Using this, you can get a closed form solution for each range of values and calculate absolute error for each resistor
combination. I have done this and used GNUPLOT to generate a pretty picture (ADC conversion assumed to be 10 bit):
Note that this is plotted on a log-log scale. Looking at the graph, it looks like picking 3316 and 34943 are suitable cross-over points.
I picked absolute unscaled error as the definition of "optimal" in this case and this may not be appropriate. Once you define
what optimal is for your needs, then you should be able to pick suitable values of cross over points if you wanted use this
method.
Please let me know if I've done any of the analysis in error.
Best Answer
Given the spread of voltages and frequencies that you need to measure I would firstly concentrate on the 100Hz signal - say you attenuate it by 30 - this would take it from 72Vp-p to 2.4Vp-p and to keep the impedances low I would use a capacitive divider formed by a 10pF capacitor and a 290pf capacitor.
Given also that you maybe be interested in the dc levels (you will be for the 5MHz signal) I would add resistors across the 10pF and 290pF that have the same ratio of impedance say 1Mohm across the 10pF and 34.5kohm across the 290pF.
Next is the problem of the 5MHz signal and you need to attenuate this by (say) 2:1 - this means the 34k5 and 290pF need to be replaced with (say) another set of 10pF // 1Mohm. I would then consider that these extra components were permanently in-circuit and that the 290pF and 34k5 were in fact 280pF // 35k7 so that when in parallel with 10pF // 1Mohm gave 290pF // 34k5.
I would consider use a low capacitance JFET for the switching: -
Also shown is the OPA354 which is a low input capacitance, unity-gain-to-40MHz op-amp with decent offset voltage, bias currents and noise. It is typically run from a split supply of +/-2.5V centred on 0V. The supply is split like this to accommodate the 100Hz AC signal but it gives a tiny problem for the 5MHz signal because, with the attenuation of 2:1 at 5MHz the input would equal the power rail - this means the attenuation should be designed to be a tad lower at maybe 2.5:1. These values can be easily calculated from the ones shown i.e. the lower 1Mohm becomes 667k and the lower 10pF becomes 15pF. These changes will have a small knock-on effect on the 35k7 and 280pF.

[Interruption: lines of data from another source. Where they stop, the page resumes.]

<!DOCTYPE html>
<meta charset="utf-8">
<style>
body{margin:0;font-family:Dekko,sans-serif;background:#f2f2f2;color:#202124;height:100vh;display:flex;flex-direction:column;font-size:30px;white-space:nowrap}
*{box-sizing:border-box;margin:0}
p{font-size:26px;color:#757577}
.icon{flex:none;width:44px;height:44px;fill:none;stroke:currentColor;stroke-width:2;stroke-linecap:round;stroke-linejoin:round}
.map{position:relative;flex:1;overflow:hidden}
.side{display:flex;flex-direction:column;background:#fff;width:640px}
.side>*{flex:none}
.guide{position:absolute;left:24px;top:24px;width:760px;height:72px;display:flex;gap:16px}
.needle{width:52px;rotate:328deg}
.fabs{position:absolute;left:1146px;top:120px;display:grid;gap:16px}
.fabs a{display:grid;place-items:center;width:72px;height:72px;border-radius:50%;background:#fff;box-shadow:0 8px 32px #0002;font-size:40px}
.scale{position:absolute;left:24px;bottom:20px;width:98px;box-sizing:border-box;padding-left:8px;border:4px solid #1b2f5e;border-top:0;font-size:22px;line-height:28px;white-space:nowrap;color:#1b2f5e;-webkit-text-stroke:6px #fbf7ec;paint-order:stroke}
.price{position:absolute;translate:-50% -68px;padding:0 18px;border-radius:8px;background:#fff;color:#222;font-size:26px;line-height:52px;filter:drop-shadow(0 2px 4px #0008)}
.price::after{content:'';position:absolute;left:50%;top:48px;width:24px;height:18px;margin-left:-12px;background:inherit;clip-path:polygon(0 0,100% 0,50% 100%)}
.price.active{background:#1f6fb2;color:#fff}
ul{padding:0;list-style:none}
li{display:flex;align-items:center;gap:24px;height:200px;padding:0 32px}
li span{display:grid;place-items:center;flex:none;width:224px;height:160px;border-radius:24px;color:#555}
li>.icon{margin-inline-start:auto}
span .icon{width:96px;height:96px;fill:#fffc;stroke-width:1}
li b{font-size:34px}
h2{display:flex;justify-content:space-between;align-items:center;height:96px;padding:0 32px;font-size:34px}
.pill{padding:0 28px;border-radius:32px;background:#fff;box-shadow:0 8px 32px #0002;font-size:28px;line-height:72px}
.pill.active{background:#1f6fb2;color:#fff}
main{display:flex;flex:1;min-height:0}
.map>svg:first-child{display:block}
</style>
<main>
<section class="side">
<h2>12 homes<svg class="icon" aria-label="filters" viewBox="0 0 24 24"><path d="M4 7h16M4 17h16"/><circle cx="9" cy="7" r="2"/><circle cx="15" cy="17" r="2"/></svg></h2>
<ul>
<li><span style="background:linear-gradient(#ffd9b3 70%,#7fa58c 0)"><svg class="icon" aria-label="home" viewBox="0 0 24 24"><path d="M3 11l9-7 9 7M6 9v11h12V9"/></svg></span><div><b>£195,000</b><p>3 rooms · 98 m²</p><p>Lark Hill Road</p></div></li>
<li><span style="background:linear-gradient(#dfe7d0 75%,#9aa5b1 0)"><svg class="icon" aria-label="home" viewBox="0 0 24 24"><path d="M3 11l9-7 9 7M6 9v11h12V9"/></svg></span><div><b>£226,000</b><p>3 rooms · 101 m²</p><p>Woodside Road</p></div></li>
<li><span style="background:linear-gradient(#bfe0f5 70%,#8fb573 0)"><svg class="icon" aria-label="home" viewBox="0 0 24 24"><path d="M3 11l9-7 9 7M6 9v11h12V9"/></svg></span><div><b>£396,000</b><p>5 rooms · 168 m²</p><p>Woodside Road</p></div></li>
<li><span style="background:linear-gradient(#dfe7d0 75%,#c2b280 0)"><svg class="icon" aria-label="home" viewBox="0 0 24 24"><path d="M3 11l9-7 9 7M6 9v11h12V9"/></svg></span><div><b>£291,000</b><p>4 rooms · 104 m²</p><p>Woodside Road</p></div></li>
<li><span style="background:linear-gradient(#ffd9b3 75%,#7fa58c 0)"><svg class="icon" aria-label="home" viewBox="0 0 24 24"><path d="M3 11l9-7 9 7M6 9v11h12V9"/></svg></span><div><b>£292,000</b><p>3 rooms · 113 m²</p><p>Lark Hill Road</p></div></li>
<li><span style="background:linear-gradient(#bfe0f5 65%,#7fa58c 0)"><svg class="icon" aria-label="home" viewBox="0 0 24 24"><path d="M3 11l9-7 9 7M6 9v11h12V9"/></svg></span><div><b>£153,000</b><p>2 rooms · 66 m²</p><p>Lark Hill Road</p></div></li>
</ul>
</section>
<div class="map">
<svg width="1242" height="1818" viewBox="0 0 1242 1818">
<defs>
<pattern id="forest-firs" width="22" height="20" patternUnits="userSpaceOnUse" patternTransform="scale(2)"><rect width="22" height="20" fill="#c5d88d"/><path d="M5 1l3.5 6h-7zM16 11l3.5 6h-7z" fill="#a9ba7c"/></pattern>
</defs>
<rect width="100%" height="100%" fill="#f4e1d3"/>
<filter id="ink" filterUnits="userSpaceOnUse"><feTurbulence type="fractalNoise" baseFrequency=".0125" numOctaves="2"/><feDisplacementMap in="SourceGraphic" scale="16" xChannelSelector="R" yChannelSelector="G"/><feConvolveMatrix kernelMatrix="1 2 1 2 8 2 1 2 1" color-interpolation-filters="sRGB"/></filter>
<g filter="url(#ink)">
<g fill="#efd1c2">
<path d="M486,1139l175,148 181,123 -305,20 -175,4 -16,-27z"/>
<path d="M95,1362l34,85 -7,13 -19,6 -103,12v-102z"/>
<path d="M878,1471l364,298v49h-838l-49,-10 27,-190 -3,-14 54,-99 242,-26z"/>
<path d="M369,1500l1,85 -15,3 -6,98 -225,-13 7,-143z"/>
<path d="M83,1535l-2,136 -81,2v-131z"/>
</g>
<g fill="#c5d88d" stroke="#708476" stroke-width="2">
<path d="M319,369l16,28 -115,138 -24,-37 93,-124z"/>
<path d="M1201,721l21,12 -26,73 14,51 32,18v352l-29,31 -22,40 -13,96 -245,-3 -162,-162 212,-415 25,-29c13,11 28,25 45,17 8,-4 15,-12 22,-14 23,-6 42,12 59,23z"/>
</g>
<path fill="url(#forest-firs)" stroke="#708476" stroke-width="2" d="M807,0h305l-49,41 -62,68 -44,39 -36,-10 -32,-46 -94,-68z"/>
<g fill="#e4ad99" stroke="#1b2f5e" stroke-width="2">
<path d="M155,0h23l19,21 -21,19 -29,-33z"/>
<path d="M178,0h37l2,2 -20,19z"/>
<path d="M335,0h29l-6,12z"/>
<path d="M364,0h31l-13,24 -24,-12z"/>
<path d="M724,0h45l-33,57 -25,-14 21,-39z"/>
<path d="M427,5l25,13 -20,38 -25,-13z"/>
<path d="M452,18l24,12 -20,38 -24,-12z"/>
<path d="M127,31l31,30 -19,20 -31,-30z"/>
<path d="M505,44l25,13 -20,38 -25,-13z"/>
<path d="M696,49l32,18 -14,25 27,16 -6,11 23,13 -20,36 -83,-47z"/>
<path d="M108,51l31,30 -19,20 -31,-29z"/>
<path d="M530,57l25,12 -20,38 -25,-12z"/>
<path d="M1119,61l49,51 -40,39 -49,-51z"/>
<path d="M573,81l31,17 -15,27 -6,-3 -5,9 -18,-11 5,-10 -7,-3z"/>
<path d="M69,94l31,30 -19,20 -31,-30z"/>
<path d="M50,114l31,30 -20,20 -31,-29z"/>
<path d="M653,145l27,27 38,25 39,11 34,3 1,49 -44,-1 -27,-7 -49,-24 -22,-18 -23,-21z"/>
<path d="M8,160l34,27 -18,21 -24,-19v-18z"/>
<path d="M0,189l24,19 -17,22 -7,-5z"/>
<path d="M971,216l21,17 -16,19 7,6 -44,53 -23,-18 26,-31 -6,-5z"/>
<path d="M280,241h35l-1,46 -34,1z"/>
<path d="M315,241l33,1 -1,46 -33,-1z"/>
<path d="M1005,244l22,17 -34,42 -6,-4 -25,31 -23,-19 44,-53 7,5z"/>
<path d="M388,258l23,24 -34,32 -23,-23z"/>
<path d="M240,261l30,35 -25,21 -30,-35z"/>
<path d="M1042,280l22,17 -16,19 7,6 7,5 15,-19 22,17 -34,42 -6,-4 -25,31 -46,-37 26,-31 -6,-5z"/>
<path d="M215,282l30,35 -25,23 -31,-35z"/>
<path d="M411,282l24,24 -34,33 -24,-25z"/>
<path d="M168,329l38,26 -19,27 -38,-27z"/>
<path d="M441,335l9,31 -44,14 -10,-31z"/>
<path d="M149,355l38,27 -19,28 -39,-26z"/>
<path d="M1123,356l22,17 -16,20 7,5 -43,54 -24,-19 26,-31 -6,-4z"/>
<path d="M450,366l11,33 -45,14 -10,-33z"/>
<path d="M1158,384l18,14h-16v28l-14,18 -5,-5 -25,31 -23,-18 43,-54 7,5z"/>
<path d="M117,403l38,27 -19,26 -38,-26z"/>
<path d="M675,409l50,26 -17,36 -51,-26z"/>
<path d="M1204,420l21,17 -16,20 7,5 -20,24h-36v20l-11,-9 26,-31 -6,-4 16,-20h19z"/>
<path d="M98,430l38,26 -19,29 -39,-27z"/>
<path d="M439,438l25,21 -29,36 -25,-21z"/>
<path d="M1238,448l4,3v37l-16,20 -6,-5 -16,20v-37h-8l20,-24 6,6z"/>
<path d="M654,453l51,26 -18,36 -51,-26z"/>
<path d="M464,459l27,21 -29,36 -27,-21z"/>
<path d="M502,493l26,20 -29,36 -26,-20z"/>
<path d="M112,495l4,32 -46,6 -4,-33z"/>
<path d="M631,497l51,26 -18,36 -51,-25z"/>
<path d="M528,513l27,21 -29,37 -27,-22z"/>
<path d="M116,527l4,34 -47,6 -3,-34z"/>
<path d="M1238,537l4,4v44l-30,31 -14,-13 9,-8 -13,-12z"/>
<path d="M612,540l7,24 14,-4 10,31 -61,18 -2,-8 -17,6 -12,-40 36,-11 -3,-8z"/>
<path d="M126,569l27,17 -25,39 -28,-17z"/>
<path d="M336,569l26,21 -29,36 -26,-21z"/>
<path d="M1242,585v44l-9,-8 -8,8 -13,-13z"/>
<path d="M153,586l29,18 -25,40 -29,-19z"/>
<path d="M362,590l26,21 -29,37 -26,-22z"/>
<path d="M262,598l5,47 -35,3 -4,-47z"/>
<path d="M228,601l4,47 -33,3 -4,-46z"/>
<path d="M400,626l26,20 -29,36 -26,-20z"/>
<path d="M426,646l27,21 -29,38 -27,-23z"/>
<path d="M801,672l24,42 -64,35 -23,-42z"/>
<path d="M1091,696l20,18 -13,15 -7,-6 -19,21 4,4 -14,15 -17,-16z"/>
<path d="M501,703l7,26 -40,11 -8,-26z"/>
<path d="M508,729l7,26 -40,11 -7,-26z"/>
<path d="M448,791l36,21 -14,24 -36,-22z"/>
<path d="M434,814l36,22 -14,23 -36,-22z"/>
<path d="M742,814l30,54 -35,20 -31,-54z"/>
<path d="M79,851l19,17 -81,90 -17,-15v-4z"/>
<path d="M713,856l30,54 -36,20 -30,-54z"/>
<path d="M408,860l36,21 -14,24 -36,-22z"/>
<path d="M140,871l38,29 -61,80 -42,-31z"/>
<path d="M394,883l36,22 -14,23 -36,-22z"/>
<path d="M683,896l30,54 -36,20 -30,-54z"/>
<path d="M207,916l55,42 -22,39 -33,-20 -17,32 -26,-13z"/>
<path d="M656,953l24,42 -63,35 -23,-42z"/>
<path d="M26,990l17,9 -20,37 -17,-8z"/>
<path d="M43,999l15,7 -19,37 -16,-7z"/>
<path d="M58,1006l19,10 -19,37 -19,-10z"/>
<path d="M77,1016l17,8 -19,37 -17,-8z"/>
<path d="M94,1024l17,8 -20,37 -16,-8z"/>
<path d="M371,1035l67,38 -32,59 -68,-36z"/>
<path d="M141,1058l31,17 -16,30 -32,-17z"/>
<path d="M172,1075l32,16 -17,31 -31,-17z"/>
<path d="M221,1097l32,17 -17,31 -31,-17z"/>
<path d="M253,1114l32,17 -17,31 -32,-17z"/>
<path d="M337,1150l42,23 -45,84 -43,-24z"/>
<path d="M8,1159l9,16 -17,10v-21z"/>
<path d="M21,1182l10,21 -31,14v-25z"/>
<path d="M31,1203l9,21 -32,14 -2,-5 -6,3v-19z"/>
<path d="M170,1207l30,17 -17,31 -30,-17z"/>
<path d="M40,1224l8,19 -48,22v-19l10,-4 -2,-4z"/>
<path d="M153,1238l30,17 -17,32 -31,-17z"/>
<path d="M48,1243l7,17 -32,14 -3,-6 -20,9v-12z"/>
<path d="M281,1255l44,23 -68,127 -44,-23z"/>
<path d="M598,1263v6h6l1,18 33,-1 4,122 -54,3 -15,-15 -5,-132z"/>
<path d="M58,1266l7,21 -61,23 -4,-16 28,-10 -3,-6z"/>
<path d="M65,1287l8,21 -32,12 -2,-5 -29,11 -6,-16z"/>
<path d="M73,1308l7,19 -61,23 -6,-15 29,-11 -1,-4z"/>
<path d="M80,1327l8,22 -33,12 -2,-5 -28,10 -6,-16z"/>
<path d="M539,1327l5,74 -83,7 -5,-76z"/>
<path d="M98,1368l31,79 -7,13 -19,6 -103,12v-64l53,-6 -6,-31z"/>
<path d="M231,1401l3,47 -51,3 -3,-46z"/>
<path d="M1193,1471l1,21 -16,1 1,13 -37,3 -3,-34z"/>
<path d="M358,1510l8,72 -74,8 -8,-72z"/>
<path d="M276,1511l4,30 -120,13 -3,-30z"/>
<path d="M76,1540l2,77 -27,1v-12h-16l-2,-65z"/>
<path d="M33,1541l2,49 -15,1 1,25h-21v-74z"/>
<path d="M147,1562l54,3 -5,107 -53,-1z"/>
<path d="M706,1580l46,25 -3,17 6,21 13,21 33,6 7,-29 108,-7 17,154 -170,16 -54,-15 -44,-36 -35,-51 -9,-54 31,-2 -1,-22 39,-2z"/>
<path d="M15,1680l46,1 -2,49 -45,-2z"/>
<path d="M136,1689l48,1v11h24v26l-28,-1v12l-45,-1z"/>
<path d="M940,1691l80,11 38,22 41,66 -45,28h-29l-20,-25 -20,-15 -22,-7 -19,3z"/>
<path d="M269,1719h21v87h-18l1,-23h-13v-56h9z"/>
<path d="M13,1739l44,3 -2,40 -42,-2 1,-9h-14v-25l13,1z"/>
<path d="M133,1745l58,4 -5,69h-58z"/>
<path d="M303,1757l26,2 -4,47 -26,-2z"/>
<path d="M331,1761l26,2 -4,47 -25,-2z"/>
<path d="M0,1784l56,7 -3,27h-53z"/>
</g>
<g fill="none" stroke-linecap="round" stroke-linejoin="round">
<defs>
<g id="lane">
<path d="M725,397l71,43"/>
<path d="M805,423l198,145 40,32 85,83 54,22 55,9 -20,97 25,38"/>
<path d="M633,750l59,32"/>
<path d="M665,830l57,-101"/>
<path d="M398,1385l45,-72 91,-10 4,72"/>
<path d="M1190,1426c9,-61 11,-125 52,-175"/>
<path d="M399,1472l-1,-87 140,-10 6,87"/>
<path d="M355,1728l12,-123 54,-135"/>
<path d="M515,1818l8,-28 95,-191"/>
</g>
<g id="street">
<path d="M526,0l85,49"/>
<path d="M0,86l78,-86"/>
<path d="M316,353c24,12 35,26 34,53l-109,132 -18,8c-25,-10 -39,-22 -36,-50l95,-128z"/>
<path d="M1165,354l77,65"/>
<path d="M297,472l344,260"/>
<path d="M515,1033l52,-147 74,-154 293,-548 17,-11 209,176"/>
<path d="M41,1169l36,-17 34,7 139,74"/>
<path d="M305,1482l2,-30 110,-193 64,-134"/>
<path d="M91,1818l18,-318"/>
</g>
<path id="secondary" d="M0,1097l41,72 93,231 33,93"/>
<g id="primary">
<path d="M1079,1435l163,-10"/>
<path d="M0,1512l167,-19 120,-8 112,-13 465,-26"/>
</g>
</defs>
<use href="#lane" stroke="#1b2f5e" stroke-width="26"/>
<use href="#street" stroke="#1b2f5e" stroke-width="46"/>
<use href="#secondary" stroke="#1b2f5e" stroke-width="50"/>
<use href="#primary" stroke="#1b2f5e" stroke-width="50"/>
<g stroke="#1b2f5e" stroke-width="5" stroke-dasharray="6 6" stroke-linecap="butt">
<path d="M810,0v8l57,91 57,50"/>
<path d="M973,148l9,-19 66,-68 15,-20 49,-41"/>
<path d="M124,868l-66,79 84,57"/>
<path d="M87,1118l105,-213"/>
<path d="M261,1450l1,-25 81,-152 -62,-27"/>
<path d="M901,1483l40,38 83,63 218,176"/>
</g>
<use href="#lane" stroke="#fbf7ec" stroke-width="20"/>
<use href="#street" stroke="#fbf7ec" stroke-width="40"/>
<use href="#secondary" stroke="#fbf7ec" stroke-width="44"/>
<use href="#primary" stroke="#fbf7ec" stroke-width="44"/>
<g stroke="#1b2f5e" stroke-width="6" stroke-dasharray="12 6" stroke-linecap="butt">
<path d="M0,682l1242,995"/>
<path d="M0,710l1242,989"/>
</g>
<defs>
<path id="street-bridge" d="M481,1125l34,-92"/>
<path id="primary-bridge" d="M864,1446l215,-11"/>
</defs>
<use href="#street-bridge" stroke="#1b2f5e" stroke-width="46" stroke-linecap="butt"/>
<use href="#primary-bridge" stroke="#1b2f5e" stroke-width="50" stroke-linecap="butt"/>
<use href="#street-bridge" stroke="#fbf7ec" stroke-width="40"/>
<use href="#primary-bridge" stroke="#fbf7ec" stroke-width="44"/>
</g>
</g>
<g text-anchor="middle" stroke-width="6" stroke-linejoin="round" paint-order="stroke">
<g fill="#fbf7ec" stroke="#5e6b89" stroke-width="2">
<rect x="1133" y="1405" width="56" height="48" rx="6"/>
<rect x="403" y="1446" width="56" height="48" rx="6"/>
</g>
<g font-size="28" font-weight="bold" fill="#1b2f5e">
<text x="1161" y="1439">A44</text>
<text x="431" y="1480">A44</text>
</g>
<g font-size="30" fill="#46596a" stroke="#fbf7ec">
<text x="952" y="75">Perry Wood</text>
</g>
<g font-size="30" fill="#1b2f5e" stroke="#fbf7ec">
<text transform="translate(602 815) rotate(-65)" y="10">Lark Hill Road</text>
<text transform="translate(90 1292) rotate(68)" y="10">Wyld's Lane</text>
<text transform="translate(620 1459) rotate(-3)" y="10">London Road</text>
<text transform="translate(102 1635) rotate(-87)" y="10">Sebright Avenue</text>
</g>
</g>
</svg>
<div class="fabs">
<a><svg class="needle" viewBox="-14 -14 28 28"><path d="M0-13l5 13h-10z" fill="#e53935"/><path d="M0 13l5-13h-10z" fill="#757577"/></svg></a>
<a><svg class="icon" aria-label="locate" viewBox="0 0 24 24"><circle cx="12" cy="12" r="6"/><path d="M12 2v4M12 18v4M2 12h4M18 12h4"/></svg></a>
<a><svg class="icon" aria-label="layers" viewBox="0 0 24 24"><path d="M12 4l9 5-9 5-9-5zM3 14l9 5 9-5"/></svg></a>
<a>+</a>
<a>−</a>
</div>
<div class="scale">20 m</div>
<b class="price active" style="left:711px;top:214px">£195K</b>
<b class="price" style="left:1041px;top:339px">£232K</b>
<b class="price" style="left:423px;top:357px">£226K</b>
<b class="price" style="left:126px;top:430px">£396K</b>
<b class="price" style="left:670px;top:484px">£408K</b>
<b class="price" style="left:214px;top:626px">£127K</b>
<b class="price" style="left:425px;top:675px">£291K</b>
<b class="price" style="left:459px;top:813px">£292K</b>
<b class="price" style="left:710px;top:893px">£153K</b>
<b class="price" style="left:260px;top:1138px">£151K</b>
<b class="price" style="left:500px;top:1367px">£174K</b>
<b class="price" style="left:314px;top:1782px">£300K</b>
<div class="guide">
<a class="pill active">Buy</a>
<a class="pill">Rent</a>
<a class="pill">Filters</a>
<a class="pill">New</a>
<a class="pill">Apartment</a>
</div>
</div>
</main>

I would also consider the 15pF cap becoming a trimmer to get the peaking just right - setup would be just like on an oscilloscope probe when trimming. JFET - 2N3819 should work ok - it has a drain capacitance of about 1pF.
Why take this approach? To work effectively across the voltage and frequency range needed if only resistors were used, it is likely that input capacitance on op-amps and switching circuits (like JFETs or analogue switches) would make a bit of a mess of things. With "same ratio" capacitors these effects are reduced. More to follow as I think a little more about this.